Publisher: Knopf Books for Young Readers
Genre: Children, Fantasy
Here lives an orphaned ward named Lyra Belacqua, whose carefree life among the scholars at Oxford’s Jordan College is shattered by the arrival of two powerful visitors. First, her fearsome uncle, Lord Asriel, appears with evidence of mystery and danger in the far North, including photographs of a mysterious celestial phenomenon called Dust and the dim outline of a city suspended in the Aurora Borealis that he suspects is part of an alternate universe. He leaves Lyra in the care of Mrs. Coulter, an enigmatic scholar and explorer who offers to give Lyra the attention her uncle has long refused her. In this multilayered narrative, however, nothing is as it seems. Lyra sets out for the top of the world in search of her kidnapped playmate, Roger, bearing a rare truth-telling instrument, the compass of the title.
The Golden Compass is a tough book to rate because I enjoyed the idea of daemons and the mystery surrounding the Dust and the Church. However, I thought the pacing was too slow for a large portion of the book and I thought the main character, Lyra, was annoying.
The Golden Compass is heralded as a modern fantasy classic and critically acclaimed. I understand why since it features unique fantastical concepts melded with real world places and ideas creating a realistic fantasy novel. I especially loved the daemons. The idea that they are in constant flux until their companion reaches puberty and settles into an identity is a fascinating concept. Each of the daemons reflects whom their companion is in subtle and obvious ways throughout the novel, which creates interesting relationships between the two.
The mystery of the Dust and its relation to the Church is intriguing despite it being dragged out throughout the entire novel. The payoff at the end when the information is finally revealed is well worth the wait. It’s also the reason I rated this book three stars instead of two.
Lyra annoyed me to no end throughout the entire novel. She’s a young child thrust into something much bigger than herself or anything she could have imagined. So, for much of the novel, she’s constantly yelling and acting like a child until randomly she understands everything and is cleverer than all the adults around her.
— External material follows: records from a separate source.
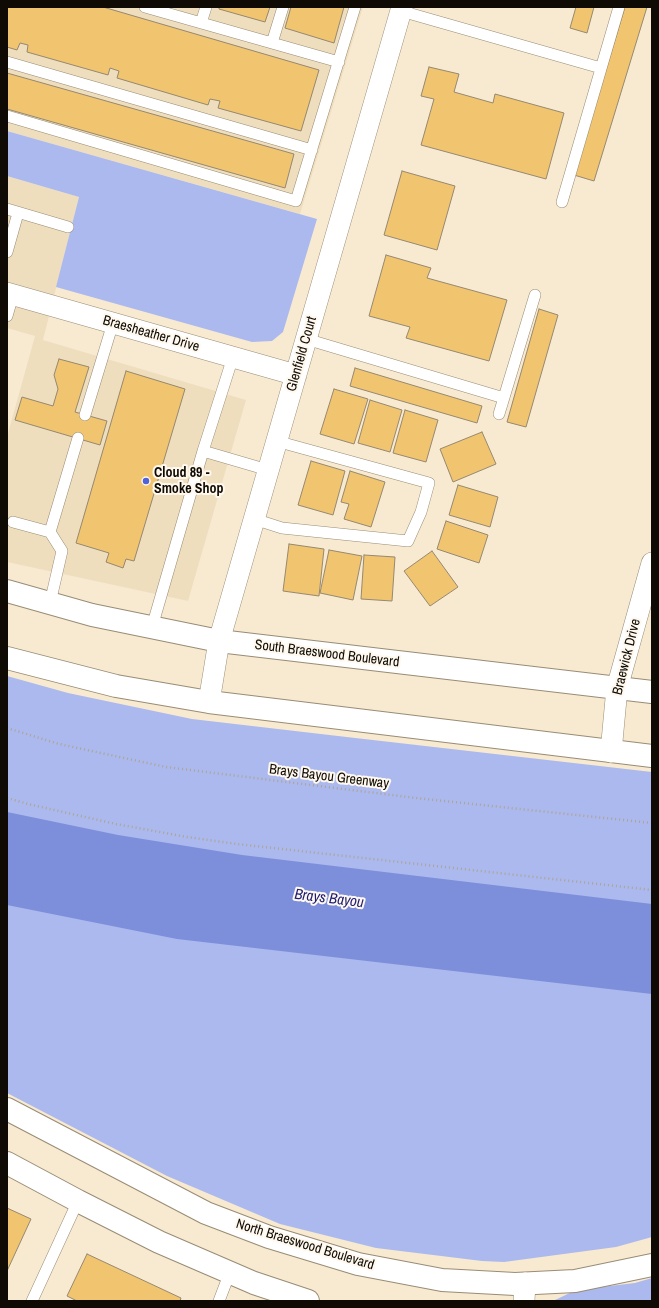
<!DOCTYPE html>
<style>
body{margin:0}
#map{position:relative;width:659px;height:1308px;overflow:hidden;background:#f8ead1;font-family:"Archivo Narrow",sans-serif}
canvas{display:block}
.frame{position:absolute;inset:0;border:8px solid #0f0b04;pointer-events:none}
</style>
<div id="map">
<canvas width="659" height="1308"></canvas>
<div class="frame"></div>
</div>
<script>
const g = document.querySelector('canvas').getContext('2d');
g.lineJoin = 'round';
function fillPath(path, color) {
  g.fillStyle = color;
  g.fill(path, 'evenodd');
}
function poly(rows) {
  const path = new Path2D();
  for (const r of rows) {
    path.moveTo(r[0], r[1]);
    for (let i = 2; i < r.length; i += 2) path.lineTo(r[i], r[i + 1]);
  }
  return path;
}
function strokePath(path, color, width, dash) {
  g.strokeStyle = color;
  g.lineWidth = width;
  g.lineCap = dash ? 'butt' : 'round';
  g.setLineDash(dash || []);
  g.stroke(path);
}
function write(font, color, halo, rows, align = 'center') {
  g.font = font + ' "Archivo Narrow",sans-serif';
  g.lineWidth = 4;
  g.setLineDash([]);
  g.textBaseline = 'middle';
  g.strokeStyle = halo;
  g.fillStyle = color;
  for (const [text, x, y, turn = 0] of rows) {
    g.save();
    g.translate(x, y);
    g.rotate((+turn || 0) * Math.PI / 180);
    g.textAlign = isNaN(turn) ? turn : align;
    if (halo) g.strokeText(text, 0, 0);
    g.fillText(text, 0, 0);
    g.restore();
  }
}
const built = poly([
 [7,7,363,7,300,214,7,131],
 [7,176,79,197,43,340,246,400,188,601,7,562,7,437,35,336,7,328]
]);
const green = poly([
 [7,131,317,219,283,332,272,341,252,342,56,287,79,197,7,176],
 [7,676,68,693,192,719,338,736,652,772,652,1237,616,1247,504,1262,482,1261,376,1248,280,1224,167,1176,7,1093],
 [652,1278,652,1301,553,1301,576,1290,635,1283]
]);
const water = poly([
 [7,812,118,835,242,855,652,904,652,994,177,939,7,905]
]);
const building = poly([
 [7,7,103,7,319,70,301,131,218,108,220,101,210,99,208,105,117,78,119,71,110,68,108,75,27,52,28,45,20,43,17,50,7,47,7,7],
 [219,7,270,7,265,22,219,9,219,7],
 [291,7,344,7,334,43,285,28,291,7],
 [576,7,594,7,587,33,570,28,576,7],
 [625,7,647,7,594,181,574,175,625,7],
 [429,67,459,74,454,92,493,103,495,94,564,113,546,179,421,145,434,99,421,96,429,67],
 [7,73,294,154,285,188,7,109,7,73],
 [402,171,455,186,437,250,384,235,402,171],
 [386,255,431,268,427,278,507,300,489,361,406,338,410,327,369,316,386,255],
 [539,309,558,315,526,427,507,422,539,309],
 [59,359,89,367,75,412,107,421,100,445,15,420,22,397,53,406,58,389,54,375,59,359],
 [355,368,482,406,477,423,350,386,355,368],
 [126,371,185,389,134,561,126,559,123,568,106,562,109,553,76,543,126,371],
 [334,389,368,399,354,444,320,434,334,389],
 [370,400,402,410,390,452,358,443,370,400],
 [405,410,438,420,426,462,393,453,405,410],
 [482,432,496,464,453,482,440,449,482,432],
 [311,461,345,471,333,515,298,505,311,461],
 [350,471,385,482,371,527,344,519,349,504,341,502,350,471],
 [458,485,498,497,490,527,449,515,458,485],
 [446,521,488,535,479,563,437,549,446,521],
 [289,544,324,549,319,596,283,591,289,544],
 [329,550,362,556,353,600,320,593,329,550],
 [432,551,458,587,430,606,404,571,432,551],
 [364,555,395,557,392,601,361,599,364,555],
 [7,1208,31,1219,7,1271,7,1208],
 [87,1254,181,1298,180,1301,77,1301,67,1296,87,1254]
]);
const path = poly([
 [7,728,59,744,166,767,416,798,652,823],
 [7,798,28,804,116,824,187,837,237,844,652,890]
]);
const service = poly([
 [145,7,339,62],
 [401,11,601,68],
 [201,23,206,7],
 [272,43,283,7],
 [7,62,312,150],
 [7,116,296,201,355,7],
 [562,202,619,7],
 [7,209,68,227],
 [7,252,18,213],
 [7,316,13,295],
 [306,339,504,398],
 [499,414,535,295],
 [85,415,113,323],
 [203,451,268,470],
 [254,519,282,528,408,541,421,512,429,483,276,441],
 [13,522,50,532],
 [50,603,62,551,50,532,78,438],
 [152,627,203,451,233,357],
 [32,1301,78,1201],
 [219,1301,230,1272]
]);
const minor = poly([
 [7,293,296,375],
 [209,702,219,641,402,7],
 [611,752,617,688,652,563],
 [524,1301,525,1283]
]);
const secondary = poly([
 [7,591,92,615,219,641,652,692],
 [7,658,116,686,209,702,652,756],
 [7,1109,206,1213,269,1237,358,1264,442,1280,515,1284,575,1281,652,1265],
 [7,1163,78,1201,159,1242,254,1283,308,1301]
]);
const markers = [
 [146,481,4,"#5161d6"]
];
const streetNames = [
 ["Braesheather Drive",151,334,16],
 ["Glenfield Court",302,354,-74],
 ["South Braeswood Boulevard",327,654,7],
 ["Braewick Drive",627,657,-76],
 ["Brays Bayou Greenway",329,777,7],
 ["North Braeswood Boulevard",305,1245,17]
];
const poiNames = [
 ["Cloud 89 -",154,473],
 ["Smoke Shop",154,489]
];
const waterNames = [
 ["Brays Bayou",329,899,7]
];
fillPath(built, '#efdebe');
fillPath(green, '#abb9ee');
fillPath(water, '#7d8edb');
fillPath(building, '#f1c46f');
strokePath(building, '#958871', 1);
strokePath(service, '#998c75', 12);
strokePath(minor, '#998c75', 22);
strokePath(secondary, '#998c75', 24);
strokePath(path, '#afa491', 2.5, [1, 3]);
strokePath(service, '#fff', 11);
strokePath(minor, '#fff', 21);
strokePath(secondary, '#fff', 22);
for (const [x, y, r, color] of markers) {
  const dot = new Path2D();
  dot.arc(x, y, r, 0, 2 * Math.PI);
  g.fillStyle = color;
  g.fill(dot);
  strokePath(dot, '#fef8ee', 1.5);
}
write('14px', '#0f0b04', '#fef8ee', streetNames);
write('bold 14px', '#0f0b04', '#fef8ee', poiNames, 'left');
write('italic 15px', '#1c1b75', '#fef8ee', waterNames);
</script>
I, personally, do not like main characters that are children because of their immaturity and sudden ability to complete tasks no other child their age would ever be able to do.
Overall, The Golden Compass is an interesting children’s fantasy novel with ideas, concepts, and writing that aren’t childish. For the most part, the story doesn’t read a children’s novel, but as a classic fantasy with themes of religion, ethics, morality, and politics that are deeply rooted in the real world.